> [Records shown]
►

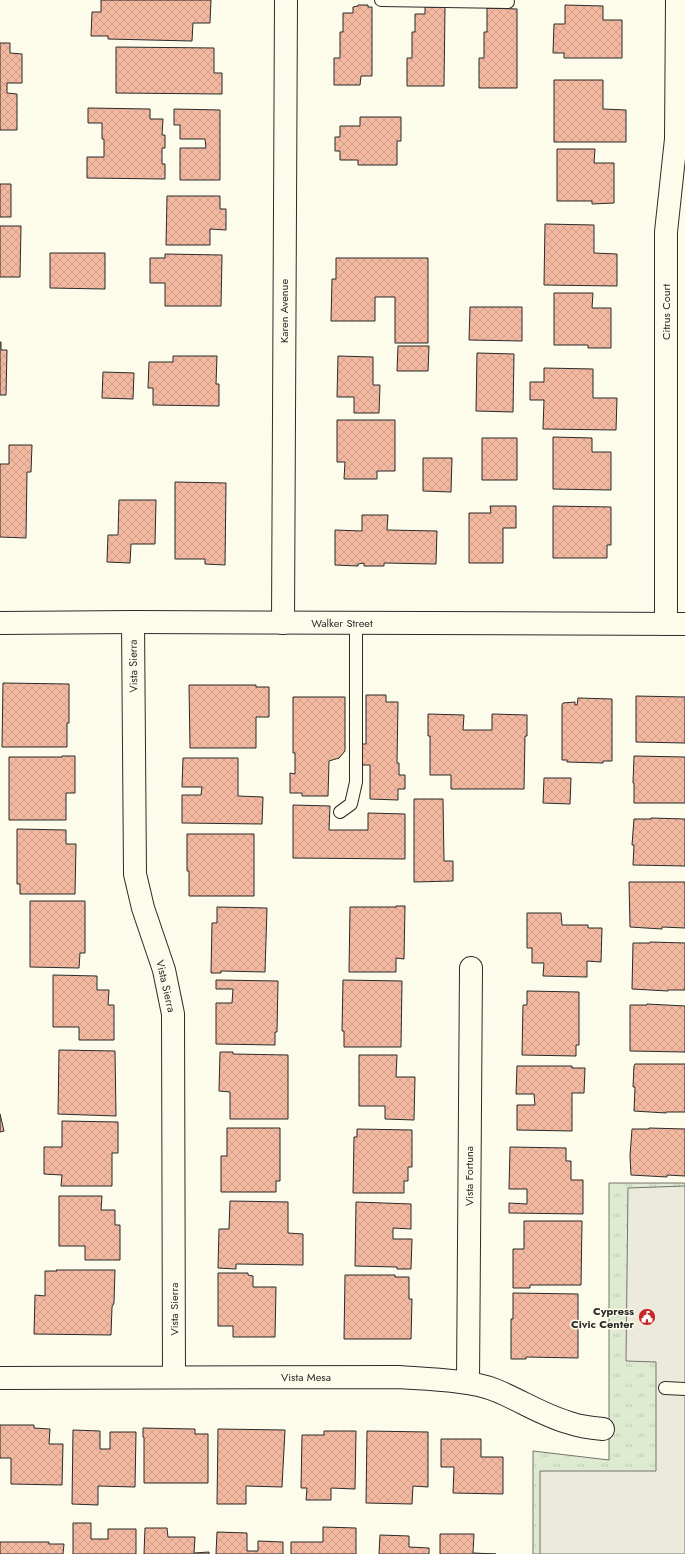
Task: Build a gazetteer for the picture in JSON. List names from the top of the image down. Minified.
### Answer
{"streets":{"street":["Karen Avenue","Citrus Court","Walker Street","Vista Sierra","Vista Fortuna","Vista Mesa"]},"crossings":[["Karen Avenue","Walker Street"],["Citrus Court","Walker Street"],["Walker Street","Vista Sierra"],["Vista Sierra","Vista Mesa"],["Vista Fortuna","Vista Mesa"]],"places":{"public building":["Cypress Civic Center"]}}
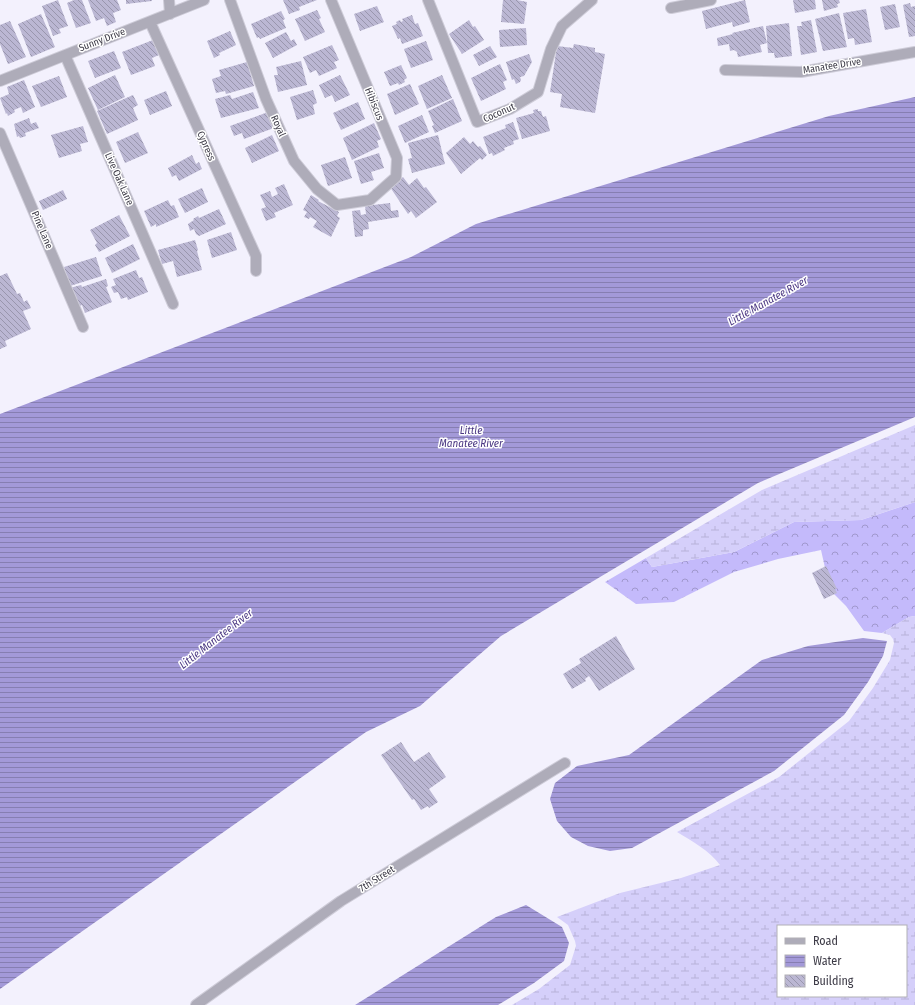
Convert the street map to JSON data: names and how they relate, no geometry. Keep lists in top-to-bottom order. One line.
{"streets":{"street":["Sunny Drive","Manatee Drive","Hibiscus","Coconut","Royal","Cypress","Live Oak Lane","Pine Lane","7th Street"]},"crossings":[["Sunny Drive","Cypress"],["Sunny Drive","Live Oak Lane"],["Hibiscus","Royal"]],"water":["Little Manatee River"],"legend":["Road","Water","Building"]}
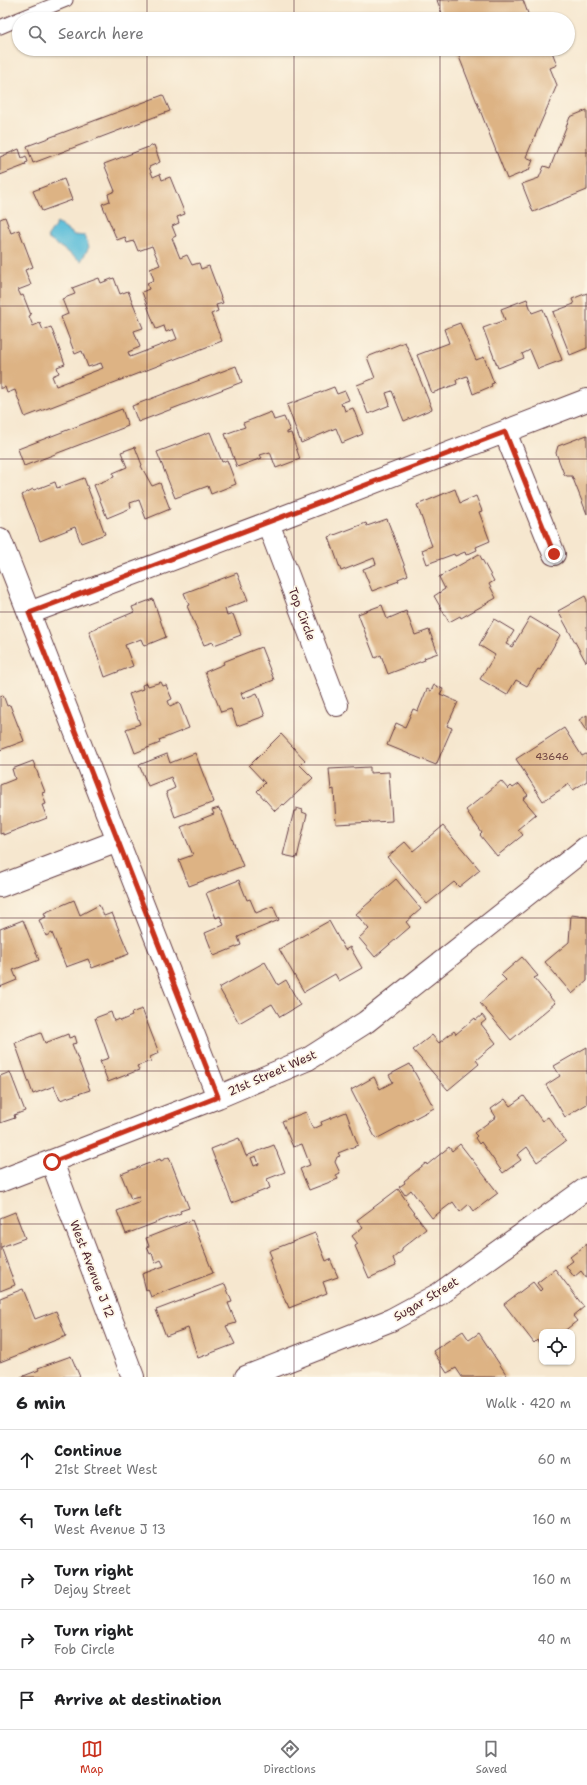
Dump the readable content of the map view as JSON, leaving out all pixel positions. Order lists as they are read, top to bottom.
{
  "streets": {
    "street": [
      "Top Circle",
      "21st Street West",
      "West Avenue J 12",
      "Sugar Street"
    ]
  },
  "crossings": [
    ["21st Street West", "West Avenue J 12"]
  ],
  "house_numbers": ["43646"],
  "page": {
    "search": "Search here",
    "heading": ["6 min", "Walk · 420 m"],
    "list": [
      ["Continue", "21st Street West", "60 m"],
      ["Turn left", "West Avenue J 13", "160 m"],
      ["Turn right", "Dejay Street", "160 m"],
      ["Turn right", "Fob Circle", "40 m"],
      "Arrive at destination"
    ],
    "nav": ["Map", "Directions", "Saved"]
  }
}
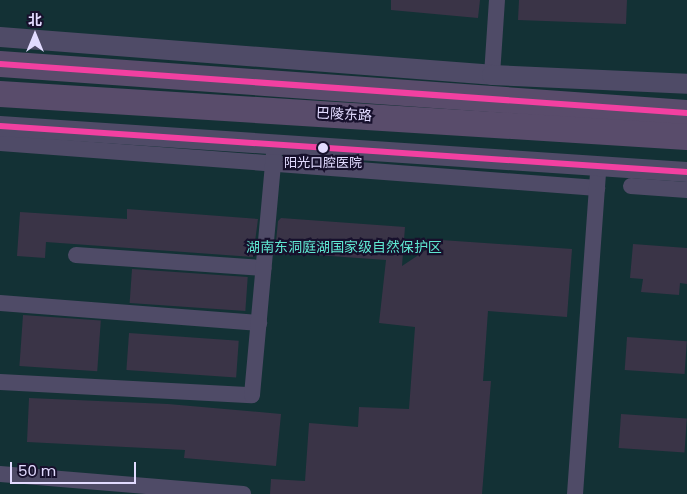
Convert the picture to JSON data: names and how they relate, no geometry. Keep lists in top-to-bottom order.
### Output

◄

> [Task goal] Using the records above, please retype only the run of lines from the line holding "Convert the picture" through the last line, both ends included.

> [Written response]
Convert the picture to JSON data: names and how they relate, no geometry. Keep lists in top-to-bottom order.
### Output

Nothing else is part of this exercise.